▶ ABOUT THIS EXERCISE:
Leave out the pictures. Return every record otherwise untouched.

-- SUPPLIED MATERIAL follows --

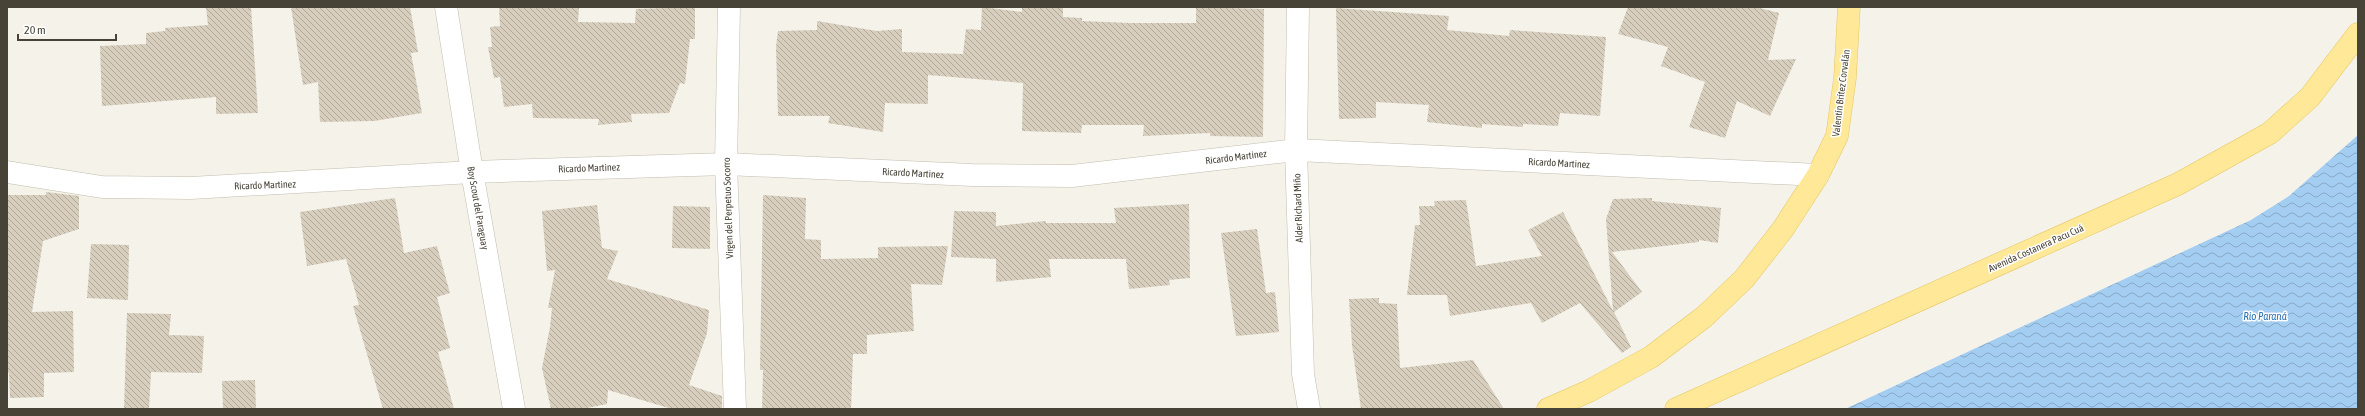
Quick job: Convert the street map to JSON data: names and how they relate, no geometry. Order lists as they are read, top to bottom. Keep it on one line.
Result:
{"streets":{"main road":["Valentín Brítez Corvalán","Avenida Costanera Pacu Cuá"],"street":["Ricardo Martinez","Boy Scout del Paraguay","Virgen del Perpetuo Socorro","Alder Richard Miño"]},"crossings":[["Valentín Brítez Corvalán","Ricardo Martinez"],["Ricardo Martinez","Boy Scout del Paraguay"],["Ricardo Martinez","Virgen del Perpetuo Socorro"],["Ricardo Martinez","Alder Richard Miño"]],"water":["Río Paraná"],"scale_bar":"20 m"}
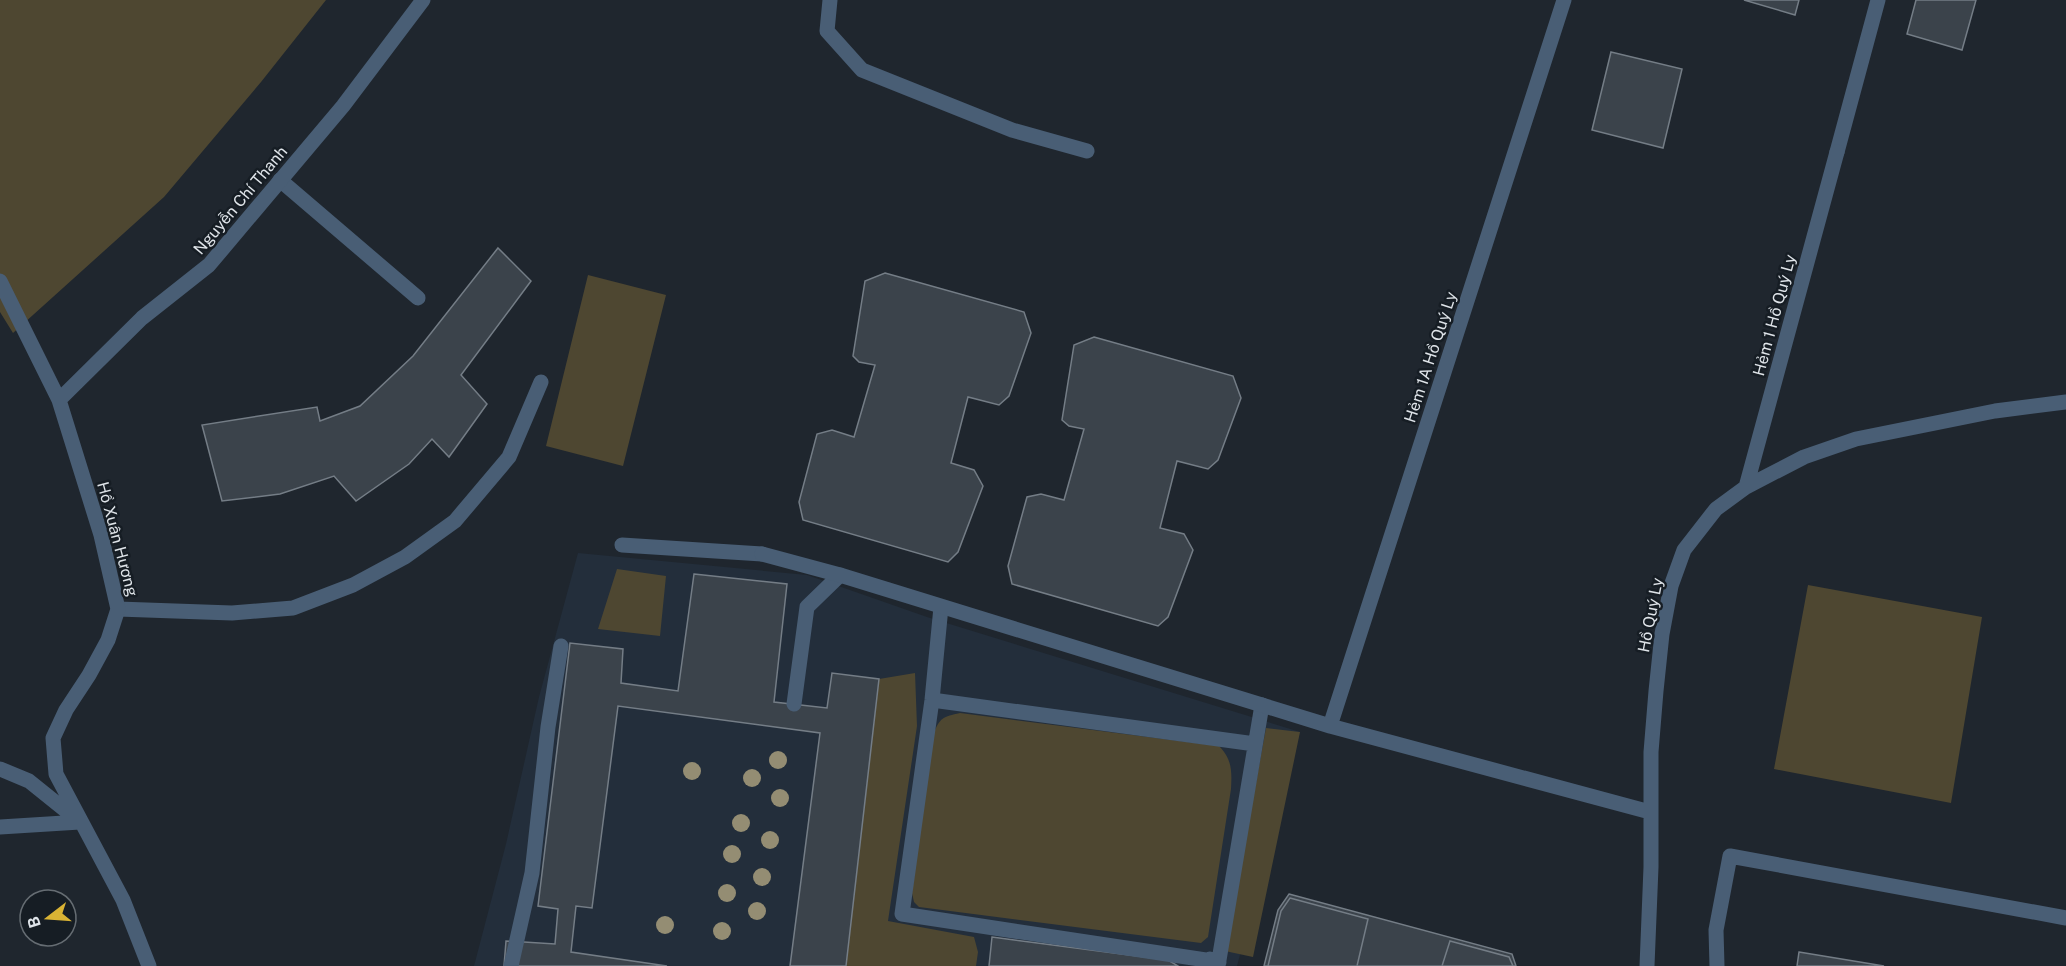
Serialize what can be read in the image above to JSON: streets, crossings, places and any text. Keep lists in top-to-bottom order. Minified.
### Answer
{"streets":{"street":["Nguyễn Chí Thanh","Hẻm 1 Hồ Quý Ly","Hẻm 1A Hồ Quý Ly","Hồ Xuân Hương","Hồ Quý Ly"]},"crossings":[["Nguyễn Chí Thanh","Hồ Xuân Hương"],["Hẻm 1 Hồ Quý Ly","Hồ Quý Ly"]],"north":"left"}
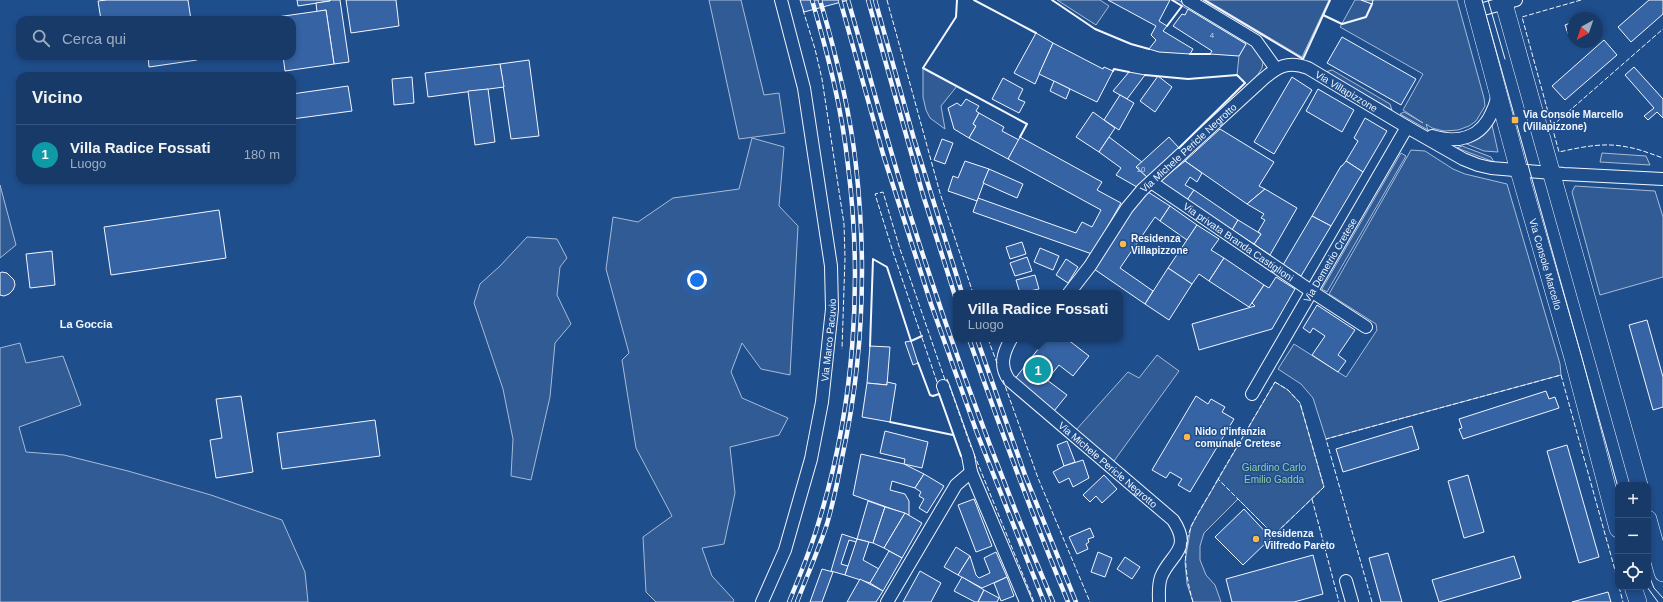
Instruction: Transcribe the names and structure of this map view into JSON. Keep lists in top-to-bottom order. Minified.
{"streets":{"main road":["Via Console Marcello"],"street":["Via Villapizzone","Via Michele Pericle Negrotto","Via privata Branda Castiglioni","Via Demetrio Cretese","Via Marco Pacuvio"]},"crossings":[["Via Villapizzone","Via Michele Pericle Negrotto"],["Via Villapizzone","Via Demetrio Cretese"],["Via Villapizzone","Via Console Marcello"],["Via Michele Pericle Negrotto","Via privata Branda Castiglioni"],["Via privata Branda Castiglioni","Via Demetrio Cretese"]],"districts":["La Goccia"],"parks":["Giardino Carlo Emilio Gadda"],"places":{"transit":["Via Console Marcello (Villapizzone)"],"other":["Residenza Villapizzone","Nido d'infanzia comunale Cretese","Residenza Vilfredo Pareto"]},"house_numbers":["4","10"],"north":"bottom left","page":{"search":"Cerca qui","heading":"Vicino","list":[{"mark":"1","name":"Villa Radice Fossati","note":"Luogo","value":"180 m"}],"popup":["Villa Radice Fossati","Luogo"],"pins":"1","map_buttons":["+","−"]}}
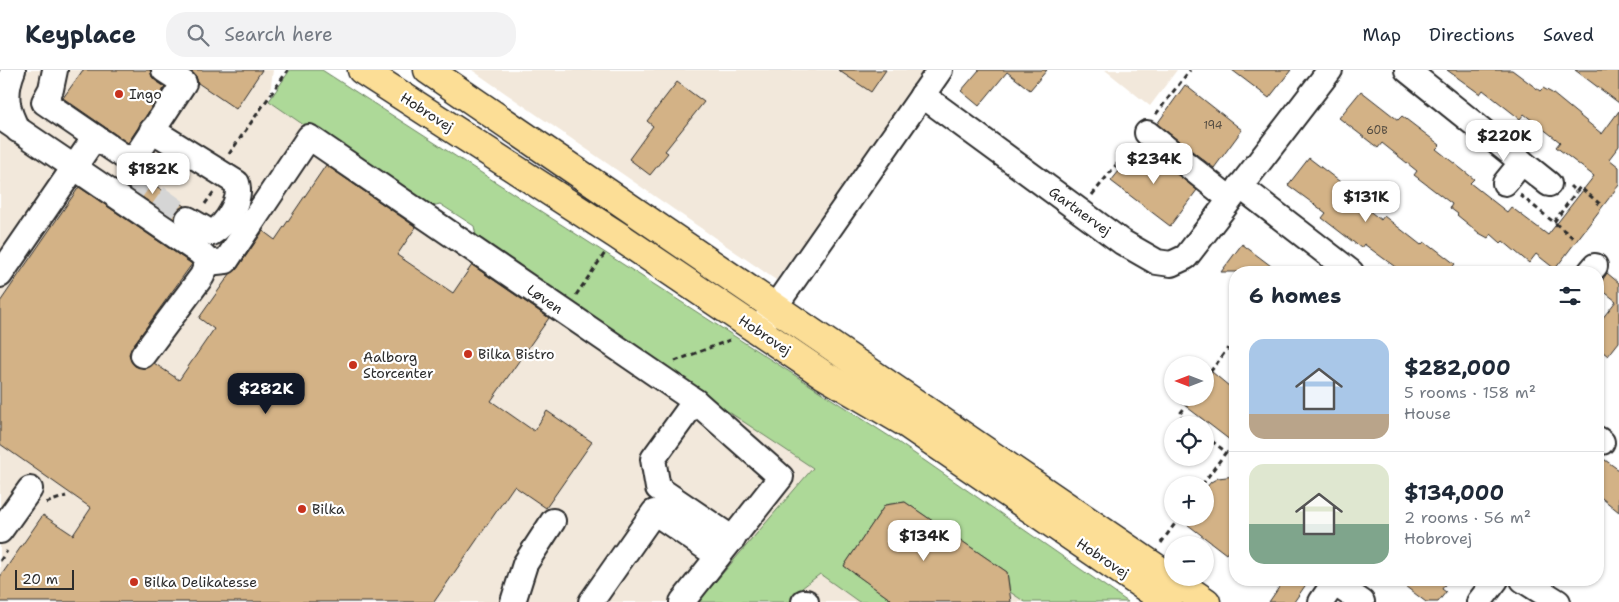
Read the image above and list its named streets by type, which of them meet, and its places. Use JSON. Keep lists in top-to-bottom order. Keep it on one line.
{"streets":{"main road":["Hobrovej"],"street":["Gartnervej","Løven"]},"places":["Ingo","Bilka Bistro","Aalborg Storcenter","Bilka","Bilka Delikatesse"],"house_numbers":["194","60B"],"scale_bar":"20 m","north":"left","page":{"header":"Keyplace","search":"Search here","nav":["Map","Directions","Saved"],"price":["$220K","$234K","$182K","$131K","$282K","$134K"],"heading":"6 homes","list":[{"name":"$282,000","note":"5 rooms · 158 m² · House"},{"name":"$134,000","note":"2 rooms · 56 m² · Hobrovej"}],"map_buttons":["+","−"],"scale":"20 m"}}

-- SUPPLIED MATERIAL concluded --

▶ WRITTEN ANSWER:
Quick job: Convert the street map to JSON data: names and how they relate, no geometry. Order lists as they are read, top to bottom. Keep it on one line.
Result:
{"streets":{"main road":["Valentín Brítez Corvalán","Avenida Costanera Pacu Cuá"],"street":["Ricardo Martinez","Boy Scout del Paraguay","Virgen del Perpetuo Socorro","Alder Richard Miño"]},"crossings":[["Valentín Brítez Corvalán","Ricardo Martinez"],["Ricardo Martinez","Boy Scout del Paraguay"],["Ricardo Martinez","Virgen del Perpetuo Socorro"],["Ricardo Martinez","Alder Richard Miño"]],"water":["Río Paraná"],"scale_bar":"20 m"}
Serialize what can be read in the image above to JSON: streets, crossings, places and any text. Keep lists in top-to-bottom order. Minified.
### Answer
{"streets":{"street":["Nguyễn Chí Thanh","Hẻm 1 Hồ Quý Ly","Hẻm 1A Hồ Quý Ly","Hồ Xuân Hương","Hồ Quý Ly"]},"crossings":[["Nguyễn Chí Thanh","Hồ Xuân Hương"],["Hẻm 1 Hồ Quý Ly","Hồ Quý Ly"]],"north":"left"}
Instruction: Transcribe the names and structure of this map view into JSON. Keep lists in top-to-bottom order. Minified.
{"streets":{"main road":["Via Console Marcello"],"street":["Via Villapizzone","Via Michele Pericle Negrotto","Via privata Branda Castiglioni","Via Demetrio Cretese","Via Marco Pacuvio"]},"crossings":[["Via Villapizzone","Via Michele Pericle Negrotto"],["Via Villapizzone","Via Demetrio Cretese"],["Via Villapizzone","Via Console Marcello"],["Via Michele Pericle Negrotto","Via privata Branda Castiglioni"],["Via privata Branda Castiglioni","Via Demetrio Cretese"]],"districts":["La Goccia"],"parks":["Giardino Carlo Emilio Gadda"],"places":{"transit":["Via Console Marcello (Villapizzone)"],"other":["Residenza Villapizzone","Nido d'infanzia comunale Cretese","Residenza Vilfredo Pareto"]},"house_numbers":["4","10"],"north":"bottom left","page":{"search":"Cerca qui","heading":"Vicino","list":[{"mark":"1","name":"Villa Radice Fossati","note":"Luogo","value":"180 m"}],"popup":["Villa Radice Fossati","Luogo"],"pins":"1","map_buttons":["+","−"]}}
Read the image above and list its named streets by type, which of them meet, and its places. Use JSON. Keep lists in top-to-bottom order. Keep it on one line.
{"streets":{"main road":["Hobrovej"],"street":["Gartnervej","Løven"]},"places":["Ingo","Bilka Bistro","Aalborg Storcenter","Bilka","Bilka Delikatesse"],"house_numbers":["194","60B"],"scale_bar":"20 m","north":"left","page":{"header":"Keyplace","search":"Search here","nav":["Map","Directions","Saved"],"price":["$220K","$234K","$182K","$131K","$282K","$134K"],"heading":"6 homes","list":[{"name":"$282,000","note":"5 rooms · 158 m² · House"},{"name":"$134,000","note":"2 rooms · 56 m² · Hobrovej"}],"map_buttons":["+","−"],"scale":"20 m"}}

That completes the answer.